Comair System Crashes; Passengers Stranded
Broerman writes "30,000 people have had their flights cancelled by Comair this weekend thanks to a computer system shutdown. It appears that due to weather and other problems that flights began to be cancelled on Thursday and the backlog choked the system. 1,100 flights have been cancelled so far, including all flights through 12/26. Does anyone know what platform their system was based on? What kind of system just totally crashes? The official statement is that 'There was a cumulative effect with the canceled flights and trying to get crew assigned that caused the system to be overwhelmed.' It seems highly improbable that a system would crash because it had too many reservations. The system should only be able to hold as many reservations as it has flights/seats. It would seem that it's more likely that the system was overloaded with use and that caused a meltdown. When you add in the problems experienced by US Airways, this hasn't been a Merry Christmas for many."
Anybody know what they were running? I'd like to see this flamewar get started as soon as possible.
When I lived in Chicago, they would lose their radar system on what seemed like a strong wind. And I got stuck in Denver overnight once because the computer system they use to calculate the weight of departing flights crashed. I have a feeling these kinds of crashes are much more common than most people think.
"Does anyone know what platform their system was based on? What kind of system just totally crashes?"
A stab in the dark here but I'm assuming a system without foresight and redundancy?
It's not the OS, it's the people behind who's to blame. Yes, stupidity and MSW often go together but in a few years one will probably occasionally see a massive linux outage due to... similarly stupid people.
'There was a cumulative effect with the canceled flights and trying to get crew assigned that caused the system to be overwhelmed.'
.
:-)
I am only trying to make sense out of the above comment from the official statement above.

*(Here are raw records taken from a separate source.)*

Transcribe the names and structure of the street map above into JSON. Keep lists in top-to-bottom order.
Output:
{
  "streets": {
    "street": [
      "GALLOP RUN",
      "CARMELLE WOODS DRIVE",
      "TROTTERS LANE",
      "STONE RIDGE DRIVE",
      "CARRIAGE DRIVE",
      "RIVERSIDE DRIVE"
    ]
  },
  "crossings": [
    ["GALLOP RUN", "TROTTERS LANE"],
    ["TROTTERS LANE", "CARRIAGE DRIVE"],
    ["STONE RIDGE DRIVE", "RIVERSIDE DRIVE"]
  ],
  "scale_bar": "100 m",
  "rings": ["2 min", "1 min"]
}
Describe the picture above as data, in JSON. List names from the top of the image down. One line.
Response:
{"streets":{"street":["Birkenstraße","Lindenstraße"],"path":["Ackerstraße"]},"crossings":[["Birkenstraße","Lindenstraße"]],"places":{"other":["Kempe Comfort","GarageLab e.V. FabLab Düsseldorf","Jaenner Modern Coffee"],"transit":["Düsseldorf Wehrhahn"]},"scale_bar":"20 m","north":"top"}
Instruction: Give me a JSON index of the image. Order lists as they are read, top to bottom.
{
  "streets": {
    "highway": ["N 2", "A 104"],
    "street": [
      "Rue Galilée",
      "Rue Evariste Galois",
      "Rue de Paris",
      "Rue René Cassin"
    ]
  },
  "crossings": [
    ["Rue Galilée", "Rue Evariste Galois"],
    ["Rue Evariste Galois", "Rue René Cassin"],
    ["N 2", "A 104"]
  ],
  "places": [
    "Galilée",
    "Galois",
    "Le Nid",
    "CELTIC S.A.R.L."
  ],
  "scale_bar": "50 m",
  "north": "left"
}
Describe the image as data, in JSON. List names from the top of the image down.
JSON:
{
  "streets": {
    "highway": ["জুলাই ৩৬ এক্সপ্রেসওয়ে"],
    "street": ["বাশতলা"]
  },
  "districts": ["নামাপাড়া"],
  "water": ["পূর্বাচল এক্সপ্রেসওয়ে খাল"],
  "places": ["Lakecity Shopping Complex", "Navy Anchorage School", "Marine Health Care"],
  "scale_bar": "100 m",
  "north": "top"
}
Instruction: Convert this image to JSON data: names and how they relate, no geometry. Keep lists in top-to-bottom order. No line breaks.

Crew assigment is a hard problem, it is usually an MILP (Mixed Interger Linear Programming)
Such problems may be very hard to solve in reasonable time. Maybe (I'm shooting in the dark here) the first delays made the crew assigment problems grow too large for being solved in reasonable time.This would generate a snow ball effect as the assimgment problems would keep on growing maing the system "crash".
We may never know what really happened but this would be a nice example for my classes
Of course, a techie didn't write the PR release. Who in their right mind would let a techie anywhere near a PR release?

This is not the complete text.